Inde: Premières impressions… plutôt mitigées


Ce post fait parti de la série sur le nord de l’Inde que j’ai eu l’occasion de découvrir récemment

Delhi, 19 août 2016.

Je viens d’atterir. Mon passage à l’aéroport est bref. Le temps de récupérer mon sac et de me voir délivrer mon visa électronique, voilà que je saute déjà dans un taxi prépayé.

Mon chauffeur, Abhi, m’accueille avec ce fameux sourire qui fait la renommée du peuple indien, à savoir un sourire franc et chaleureux. Il me gratifie d’un bonjour et me fait comprendre par un hochement de tête que nous sommes prêt à partir.

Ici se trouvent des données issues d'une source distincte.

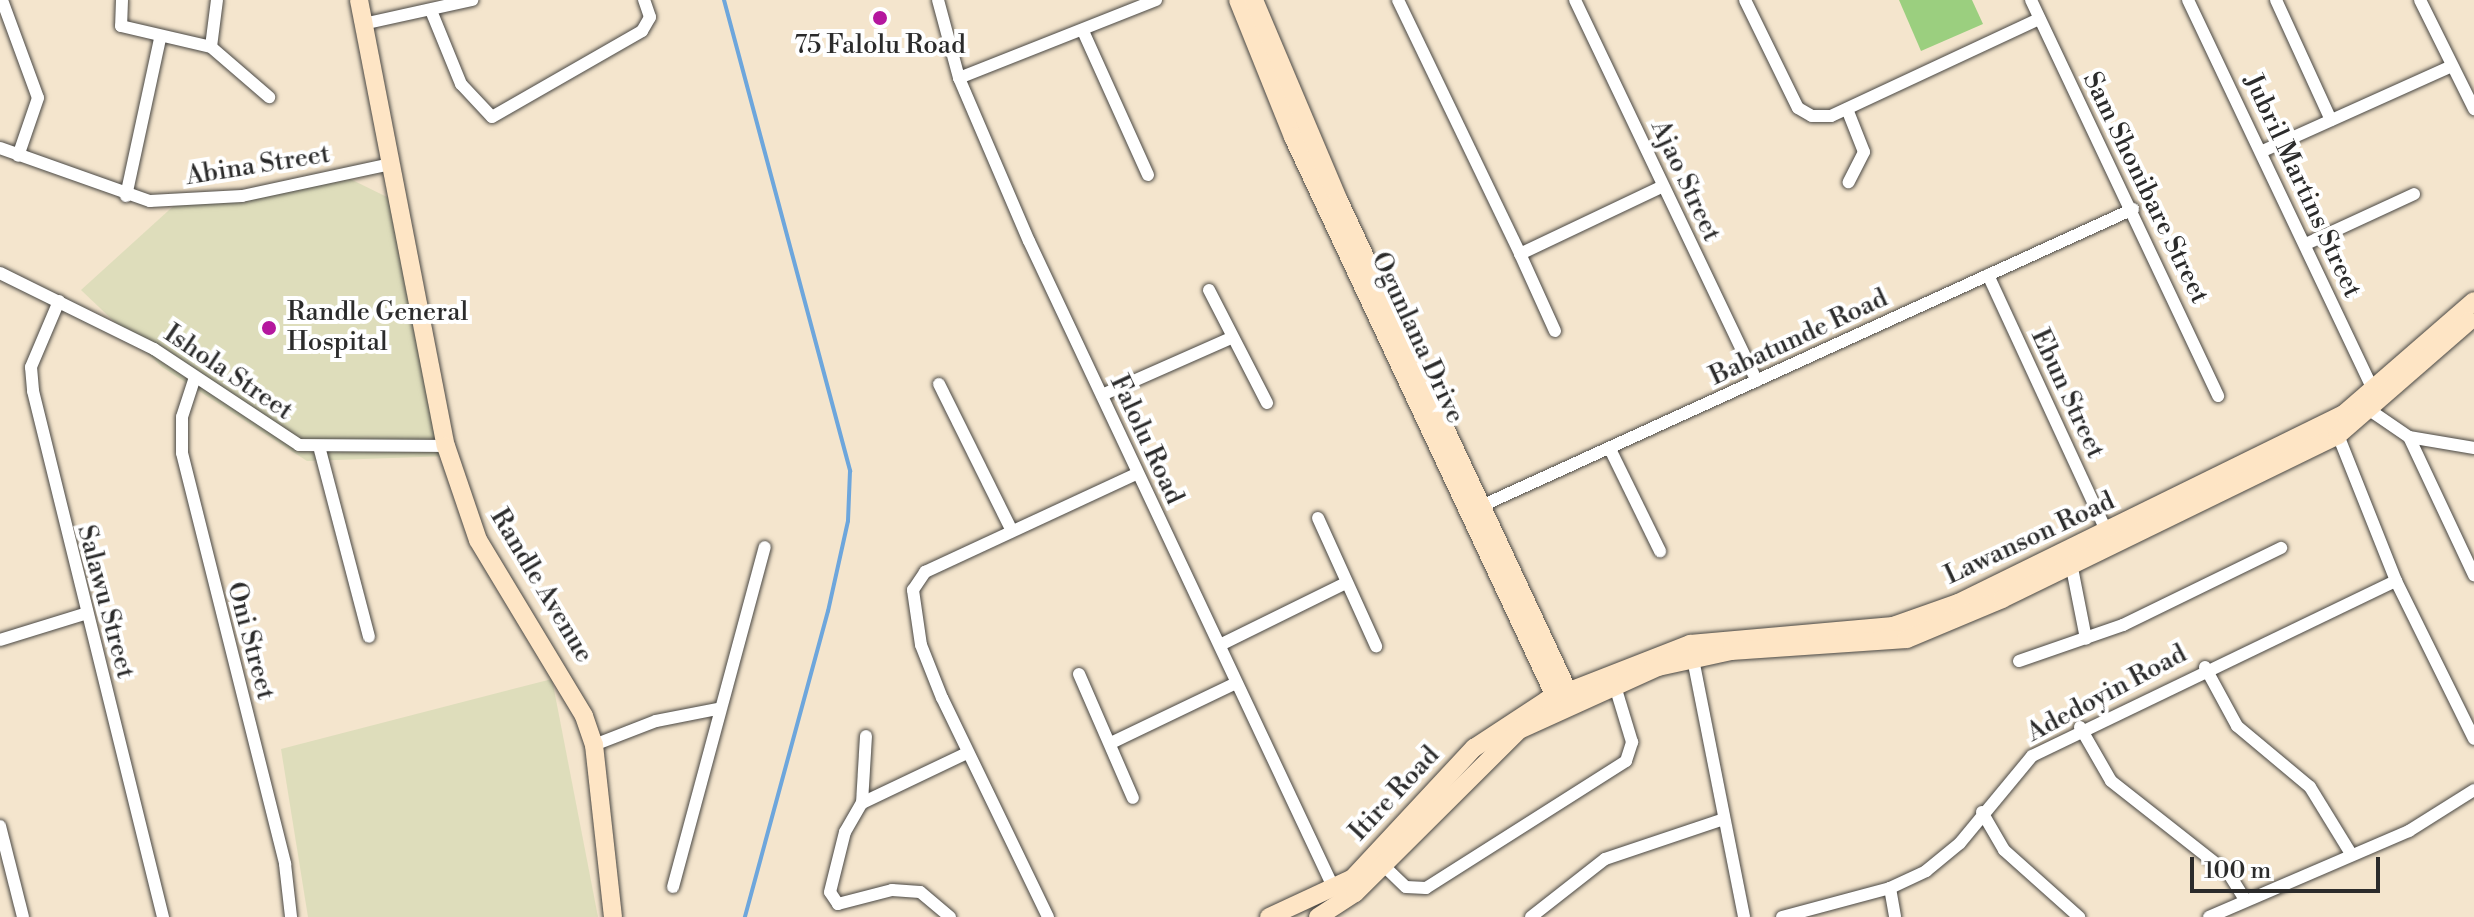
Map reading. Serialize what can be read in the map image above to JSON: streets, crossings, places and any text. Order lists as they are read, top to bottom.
{
  "streets": {
    "main road": [
      "Ogunlana Drive",
      "Lawanson Road",
      "Randle Avenue",
      "Itire Road"
    ],
    "street": [
      "Abina Street",
      "Ajao Street",
      "Jubril Martins Street",
      "Sam Shonibare Street",
      "Babatunde Road",
      "Ishola Street",
      "Ebun Street",
      "Falolu Road",
      "Salawu Street",
      "Oni Street",
      "Adedoyin Road"
    ]
  },
  "crossings": [
    ["Abina Street", "Randle Avenue"],
    ["Ajao Street", "Babatunde Road"],
    ["Jubril Martins Street", "Lawanson Road"],
    ["Sam Shonibare Street", "Babatunde Road"],
    ["Ogunlana Drive", "Babatunde Road"],
    ["Ogunlana Drive", "Lawanson Road"],
    ["Ogunlana Drive", "Itire Road"],
    ["Babatunde Road", "Ebun Street"],
    ["Ishola Street", "Randle Avenue"],
    ["Ishola Street", "Salawu Street"],
    ["Ishola Street", "Oni Street"],
    ["Ebun Street", "Lawanson Road"],
    ["Falolu Road", "Itire Road"],
    ["Lawanson Road", "Itire Road"]
  ],
  "places": ["75 Falolu Road", "Randle General Hospital"],
  "scale_bar": "100 m"
}
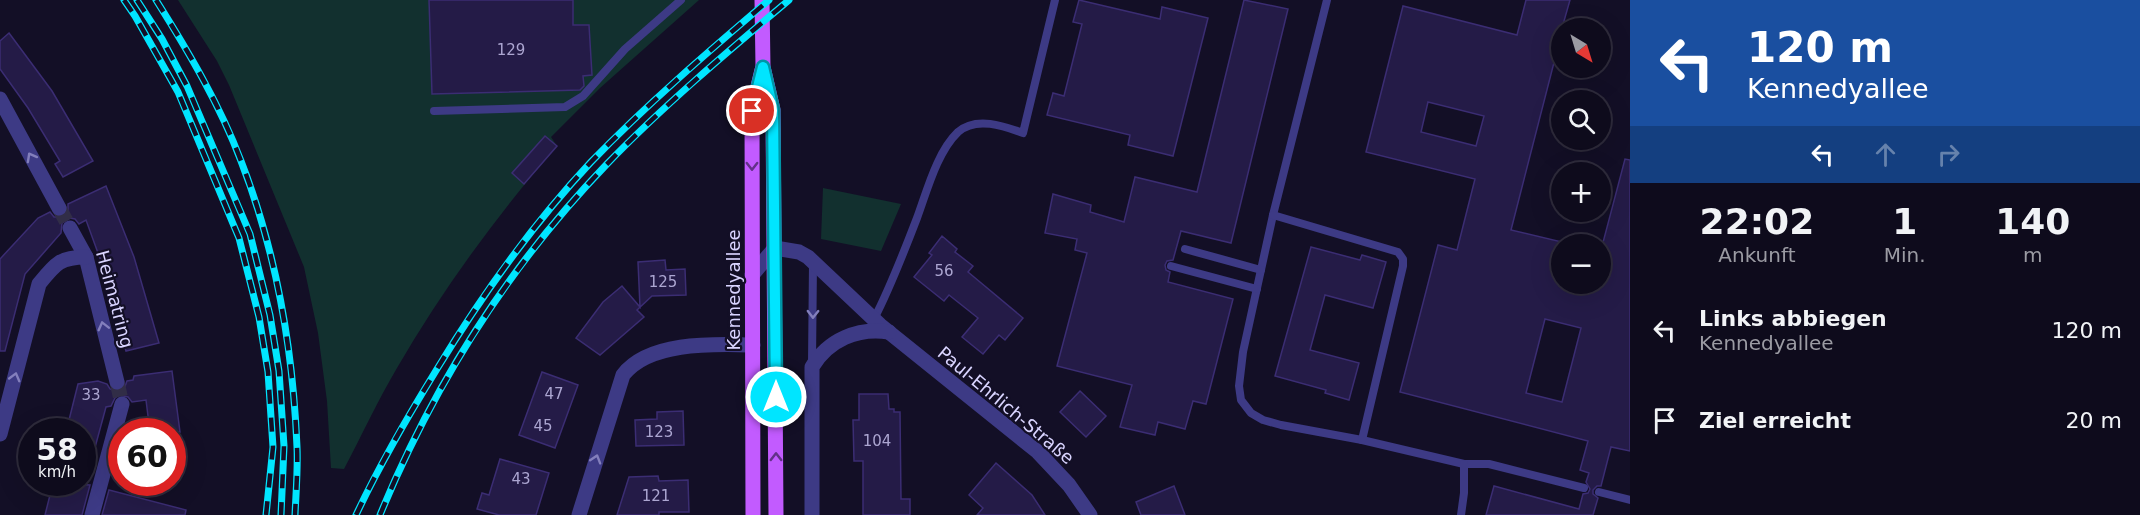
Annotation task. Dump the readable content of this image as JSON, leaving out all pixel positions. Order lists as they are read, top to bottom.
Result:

Nous roulons à présent au pas. Le traffic est particulièrement dense. Les 50 minutes de trajet qui me séparent de l’hôtel où je dois rester les premiers jours me paraissent interminables. Au bout d’une vingtaine de minutes, nous gagnons le centre de Delhi.

En soi, mon arrivée en ville se fait dans la plus grande des traditions: au milieu des bruits de klaxons, des chauffeurs de voitures, toucs-toucs, motos et autres véhicules, qui ne cessent de se griller la priorité et échangent quelques “politesses” avant de poursuivre leur course folle.

Rien d’anormal donc. J’ai vécu ce genre de scènes maintes fois au cours de voyages précédents.

Mais le dépaysement est ailleurs. Et il est violent.

Au dehors, la rue offre un spectacle déroutant où tout et tout le monde se croise et se mêle.

Les trottoirs défoncés, quand ils existent, débordent d’immondices.

Les routes, souvent trop étroites pour accueillir le flot des véhicules, sont occupées par les vaches, animal sacré, qui dorment à même la chaussée.

En hauteur, les ponts – ouvrages gigantesques, symbole d’un pays qui connait une modernisation trop brutale – accueillent des voix rapides qui ne sont pas terminées.

En contre-bas, ces mêmes ponts servent de refuge à des familles entières qui ont élu domicile sous leur parvis, tentant ainsi de trouver un minimum de confort sous des amas de tôle et de carton.

Je regarde ma montre. 35 minutes, déjà, que nous avons quitté l’aéroport. Mon taxi continue de rouler au pas.

Abhi s’efforce de me faire la conversation dans un anglais plus qu’approximatif, curieux de savoir d’où je viens et ce qui m’amène en Inde.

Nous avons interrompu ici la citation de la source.